House of Representatives
Office of Program Research
Early Learning & Human Services Committee
This analysis was prepared by non-partisan legislative staff for the use of legislative members in their deliberations. This analysis is not a part of the legislation nor does it constitute a statement of legislative intent.
Brief Description: Concerning extended foster care services.
Sponsors: Senate Committee on Ways & Means (originally sponsored by Senators Fain, Billig, Litzow, McAuliffe, Frockt, Miloscia, Darneille and Jayapal).
Hearing Date: 3/18/15
Staff: Luke Wickham (786-7146).
The Fostering Connections to Success and Increasing Adoptions Act of 2008.
In October 2008 Congress passed the Fostering Connections to Success and Increasing Adoptions Act. This legislation allows states to use foster care funds to provide extended foster care services to youth between the ages of 18 and 21 years old who engage in certain qualifying activities or is incapable of engaging in those activities due to a medical condition.
Extended Foster Care Services in Washington.
In 2011 the Legislature established extended foster care services, which are defined as residential and other support services that the Department of Social and Health Services (DSHS) is authorized to provide to foster children who have an open dependency case when they turn age 18.
Extended foster care services include: (1) placement in licensed, relative, or otherwise approved care; (2) supervised independent living settings; (3) assistance in meeting basic needs; (4) independent living services; (5) medical assistance; and (6) counseling or treatment.
Under the legislation enacted in 2011, a youth was eligible for extended foster care services until age 21 while he or she participated in or completed a secondary education program or a secondary education equivalency program.
In 2012 the Legislature expanded eligibility to include youth who were enrolled, or had applied for and demonstrated intent to enroll, in a postsecondary academic or postsecondary vocational program.
In 2013 the Legislature expanded eligibility to include youth participating in a program or activity designed to promote employment or remove barriers to employment.
In 2014 the Legislature expanded eligibility, effective March, 2015, to include youth engaging in employment for 80 hours or more per month.
When a dependent youth turns age 18, his or her parent or guardian is dismissed from the dependency proceeding. After turning age 18, the dependency court must maintain the dependency proceeding for youth who would qualify for extended foster care services. If the court maintains the dependency proceeding, the youth is eligible to receive extended foster care services, subject to the youth's continuing eligibility and agreement to participate.
Summary of Bill:
The eligibility for extended foster care services is expanded to include youth who are not able to engage in any of the activities that would make him or her eligible due to a documented medical condition, within amounts specifically appropriated for that purpose.

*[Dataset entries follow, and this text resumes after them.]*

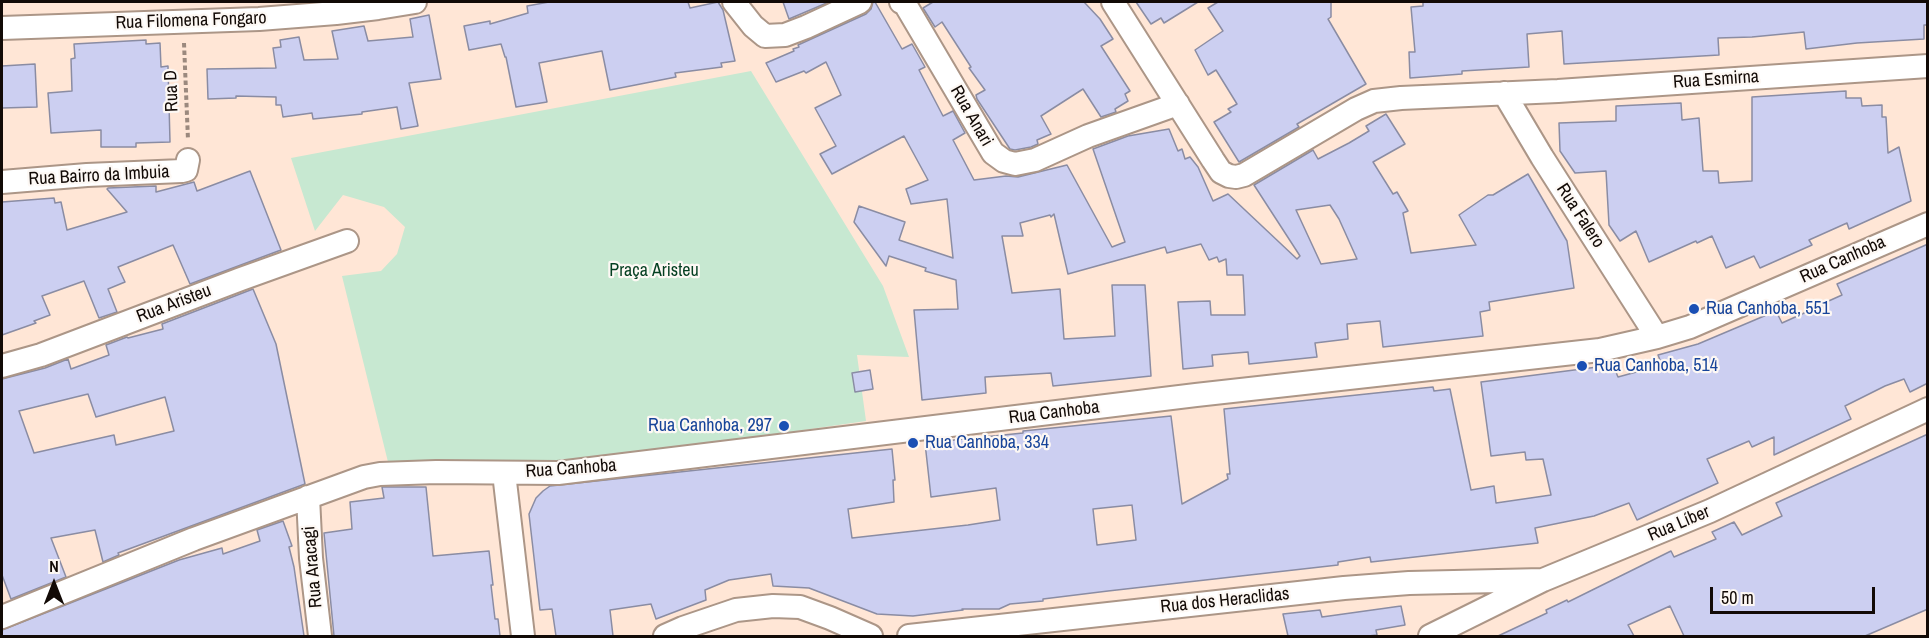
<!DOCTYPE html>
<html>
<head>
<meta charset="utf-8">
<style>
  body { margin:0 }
  #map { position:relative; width:1929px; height:638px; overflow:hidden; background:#ffe6d6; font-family:"Archivo Narrow",sans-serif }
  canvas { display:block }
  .frame { position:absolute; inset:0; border:3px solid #120a06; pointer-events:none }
  .north { position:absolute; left:24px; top:554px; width:60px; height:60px; -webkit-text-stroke:4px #fdf8f4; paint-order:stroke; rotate:0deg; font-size:16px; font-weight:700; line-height:24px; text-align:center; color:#120a06 }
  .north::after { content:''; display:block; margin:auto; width:21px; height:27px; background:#120a06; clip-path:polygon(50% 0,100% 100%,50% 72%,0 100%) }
  .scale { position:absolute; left:1710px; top:587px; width:165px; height:27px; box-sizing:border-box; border:3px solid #120a06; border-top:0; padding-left:8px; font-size:18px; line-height:21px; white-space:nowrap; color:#120a06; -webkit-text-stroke:4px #fdf8f4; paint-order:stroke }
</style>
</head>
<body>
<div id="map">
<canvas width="1929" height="638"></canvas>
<div class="frame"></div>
<div class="north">N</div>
<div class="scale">50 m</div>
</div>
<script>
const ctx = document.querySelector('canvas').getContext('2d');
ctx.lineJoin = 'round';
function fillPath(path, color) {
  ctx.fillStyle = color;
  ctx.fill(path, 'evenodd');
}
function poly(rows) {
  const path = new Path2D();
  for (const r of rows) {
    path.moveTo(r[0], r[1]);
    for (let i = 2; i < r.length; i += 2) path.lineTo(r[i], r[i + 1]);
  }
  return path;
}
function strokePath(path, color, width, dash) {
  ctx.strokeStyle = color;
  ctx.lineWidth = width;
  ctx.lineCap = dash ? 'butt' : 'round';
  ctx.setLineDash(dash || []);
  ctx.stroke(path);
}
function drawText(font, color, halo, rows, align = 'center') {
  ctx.font = font + ' "Archivo Narrow",sans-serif';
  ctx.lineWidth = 4.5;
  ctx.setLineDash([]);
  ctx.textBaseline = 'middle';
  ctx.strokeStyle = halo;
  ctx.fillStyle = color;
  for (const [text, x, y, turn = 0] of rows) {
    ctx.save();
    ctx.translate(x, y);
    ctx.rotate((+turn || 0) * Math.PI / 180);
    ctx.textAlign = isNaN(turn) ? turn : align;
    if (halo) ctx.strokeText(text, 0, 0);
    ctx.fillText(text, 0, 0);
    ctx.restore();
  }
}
const green = poly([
  [751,71,883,286,909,357,857,355,866,421,617,457,504,468,388,462,342,276,381,271,397,254,405,227,384,207,343,195,315,231,291,158]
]);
const building = poly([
  [549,2,688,2,690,8,718,2,723,10,735,61,721,63,722,67,675,73,676,77,610,90,602,51,539,63,547,102,516,107,506,57,505,57,501,44,469,50,464,26,490,21,490,24,528,13,527,6,549,2],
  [783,2,829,2,789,19,783,2],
  [873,2,875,2,902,49,912,44,925,67,919,70,943,116,953,111,965,133,953,140,974,180,1006,176,1018,177,1067,165,1112,247,1125,242,1093,149,1128,136,1169,129,1178,151,1182,149,1185,159,1190,157,1198,167,1213,201,1228,194,1297,259,1300,256,1254,185,1313,150,1318,159,1349,143,1369,131,1366,126,1386,114,1405,144,1373,162,1393,194,1397,192,1408,211,1403,213,1411,253,1476,245,1459,215,1488,195,1493,195,1528,174,1567,241,1574,288,1489,302,1490,310,1480,312,1483,336,1383,347,1380,321,1347,324,1348,339,1315,343,1317,357,1249,364,1248,352,1212,355,1213,366,1183,369,1178,302,1210,301,1211,315,1245,315,1243,275,1227,275,1226,259,1219,262,1217,257,1209,260,1201,244,1167,253,1165,247,1068,274,1054,214,1051,217,1050,215,1020,223,1023,236,1002,236,1012,293,1060,289,1064,339,1115,336,1112,285,1145,285,1151,376,1053,386,1051,373,985,377,986,393,922,400,914,310,958,309,956,280,925,271,926,268,889,256,886,266,854,222,859,206,905,222,899,240,953,258,947,199,911,204,906,189,928,180,904,136,832,174,820,154,836,146,815,108,841,95,826,62,806,73,804,71,776,82,766,63,794,51,793,49,799,47,798,45,866,14,871,9,873,2],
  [1330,205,1339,219,1357,259,1321,264,1296,210,1330,205],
  [933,2,1084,2,1100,19,1113,39,1101,46,1130,91,1125,94,1128,101,1115,109,1116,112,1101,117,1083,89,1041,116,1051,134,1037,140,1038,144,1031,147,1015,150,1010,149,977,99,976,95,985,90,969,68,971,67,942,22,935,27,923,8,933,2],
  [1136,2,1198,2,1164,23,1161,18,1151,24,1136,2],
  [1218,2,1331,2,1331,17,1328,19,1366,84,1297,124,1299,127,1239,162,1214,122,1231,112,1228,109,1237,104,1216,70,1208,75,1195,50,1223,31,1208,8,1218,2],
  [1423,2,1928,2,1928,25,1924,25,1924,39,1857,43,1806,49,1804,32,1752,37,1718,38,1719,55,1564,64,1562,31,1527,34,1529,67,1462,71,1462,74,1410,78,1409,52,1415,52,1411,7,1423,6,1423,2],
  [429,15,441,79,409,83,418,126,401,129,397,107,362,112,362,114,313,119,312,113,283,117,281,105,276,105,276,97,236,96,236,98,208,99,207,69,276,68,273,48,281,47,280,40,299,37,304,60,338,59,332,31,364,26,368,41,413,37,410,19,429,15],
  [146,40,146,44,160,43,161,67,168,66,170,142,136,143,136,147,101,147,101,130,51,133,48,93,72,91,71,59,75,58,74,44,146,40],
  [35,64,37,107,2,108,2,66,35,64],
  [1846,91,1846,98,1861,98,1862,106,1882,105,1882,117,1886,117,1888,153,1899,147,1911,201,1849,229,1847,223,1809,240,1812,245,1760,268,1754,256,1726,268,1712,236,1697,243,1696,241,1649,262,1636,231,1620,241,1609,225,1606,171,1575,173,1560,151,1559,123,1616,121,1616,106,1681,103,1682,120,1699,118,1703,171,1718,171,1719,183,1752,181,1752,97,1846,91],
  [250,171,281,250,190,284,173,245,118,267,125,282,108,289,117,312,99,318,84,281,42,296,50,315,34,321,36,323,2,335,2,202,54,198,55,203,61,202,67,230,127,212,107,189,108,188,156,186,156,192,194,182,197,191,250,171],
  [1928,244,1928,383,1910,392,1904,379,1885,386,1845,406,1851,419,1774,455,1774,437,1752,447,1749,441,1707,459,1718,483,1637,520,1629,503,1594,516,1535,528,1538,543,1371,562,1370,557,1338,562,1338,565,1108,591,1043,599,1043,601,1010,604,999,609,962,609,963,610,913,616,877,614,809,588,773,586,771,574,729,580,705,590,706,600,656,619,651,604,610,610,613,636,556,636,552,609,540,610,529,514,536,498,543,491,550,486,892,449,895,480,893,480,894,502,848,509,852,538,968,525,1000,520,996,488,931,497,925,443,1023,433,1023,431,1171,416,1182,504,1228,479,1227,474,1230,474,1224,409,1433,387,1434,391,1450,389,1471,490,1494,486,1496,503,1551,495,1543,459,1526,460,1525,452,1491,456,1481,382,1613,365,1618,377,1662,365,1658,355,1698,344,1776,311,1782,323,1822,305,1822,304,1842,295,1837,284,1928,244],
  [1132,505,1136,540,1097,545,1093,509,1132,505],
  [253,289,276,344,305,484,118,553,119,555,103,562,95,530,51,538,66,577,11,599,2,575,2,379,45,368,68,359,71,369,109,355,106,345,127,337,128,338,163,329,162,324,253,289],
  [88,394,96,417,165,397,174,431,116,445,114,435,34,453,19,411,88,394],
  [870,370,873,389,855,392,852,373,870,370],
  [1928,434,1928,609,1865,636,1684,636,1670,606,1628,625,1634,636,1498,636,1547,613,1546,610,1567,600,1568,602,1671,551,1674,557,1716,539,1712,532,1734,522,1742,535,1782,516,1776,503,1928,434],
  [382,487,426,487,433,556,489,551,493,585,491,585,495,619,498,619,500,636,334,636,324,533,352,529,350,502,384,498,382,487],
  [283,521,292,546,289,547,294,567,304,636,2,636,2,630,179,560,222,548,223,554,260,541,257,530,283,521],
  [1401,606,1405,625,1376,630,1377,635,1368,636,1288,636,1283,614,1320,610,1322,617,1401,606]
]);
const path = poly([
  [184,43,188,140]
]);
const street = poly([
  [734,2,753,26,765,36,785,35,806,27,860,2],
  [901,2,905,4,993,153,1004,161,1015,164,1035,160,1088,136,1178,104],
  [1113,2,1213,160,1221,172,1229,176,1236,177,1244,175,1356,109,1374,101,1401,98,1558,91,1928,66],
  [2,28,259,19,336,13,378,8,415,2],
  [1504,93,1542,157,1657,337],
  [2,182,87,175,182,171,186,170,188,160],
  [2,366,41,355,241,279,347,241],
  [504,473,523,636],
  [308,497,311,558,320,636],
  [2,617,194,539,364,477,380,474,436,472,558,473,1196,395,1600,350,1657,337,1690,327,1928,224],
  [665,636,683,628,736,610,773,606,800,607,830,618,871,636],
  [909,636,1344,588,1409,583,1543,580],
  [1430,636,1543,580,1710,511,1928,409]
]);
const markers = [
  [1694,309,6,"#1a4fb4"],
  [1582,366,6,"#1a4fb4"],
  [784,426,6,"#1a4fb4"],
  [913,443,6,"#1a4fb4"]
];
const streetNames = [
  ["Rua Filomena Fongaro",191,21,-2],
  ["Rua Esmirna",1716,80,-4],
  ["Rua D",172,91,-92],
  ["Rua Anari",971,116,60],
  ["Rua Bairro da Imbuia",99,176,-3],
  ["Rua Falero",1580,216,57],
  ["Rua Canhoba",1843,260,-24],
  ["Rua Aristeu",174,304,-21],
  ["Rua Canhoba",1054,413,-7],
  ["Rua Canhoba",571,469,-4],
  ["Rua Líber",1679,524,-23],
  ["Rua Aracagi",313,567,-95],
  ["Rua dos Heraclidas",1225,601,-6]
];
const parkNames = [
  ["Praça Aristeu",654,271]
];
const transitNames = [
  ["Rua Canhoba, 551",1706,309],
  ["Rua Canhoba, 514",1594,366],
  ["Rua Canhoba, 297",772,426,"right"],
  ["Rua Canhoba, 334",925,443]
];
fillPath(green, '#c7e8d1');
fillPath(building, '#cccff1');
strokePath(building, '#8a8ca3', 1.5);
strokePath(street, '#ac9687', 26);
strokePath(path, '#9b897e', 4, [4.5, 3]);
strokePath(street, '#fff', 22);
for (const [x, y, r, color] of markers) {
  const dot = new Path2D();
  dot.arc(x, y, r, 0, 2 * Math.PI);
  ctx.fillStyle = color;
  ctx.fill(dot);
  strokePath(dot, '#fdf8f4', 2);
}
drawText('18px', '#120a06', '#fdf8f4', streetNames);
drawText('18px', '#043f21', '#fdf8f4', parkNames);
drawText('18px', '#164399', '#fdf8f4', transitNames, 'left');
</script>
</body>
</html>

Medical condition is defined to mean a physical or mental health condition as documented by any licensed health care provider.
The DSHS must only use providers with a valid Medicaid core provider agreement, unless the condition of the foster care youth is emergent. The DSHS must coordinate other services to maximize federal resources and the most cost-efficient delivery of extended foster care services.
For youth aging out of foster care, the Children's Administration must invite representatives from the Division of Behavioral Health and Recovery, the Disability Services Administration, the Economic Services Administration, and the Juvenile Justice and Rehabilitation Administration to the youth's shared planning meeting that occurs between age 17 and 17.5 years old that is used to develop a transition plan.
Fiscal Note: Not requested.
Effective Date: The bill takes effect 90 days after adjournment of the session in which the bill is passed.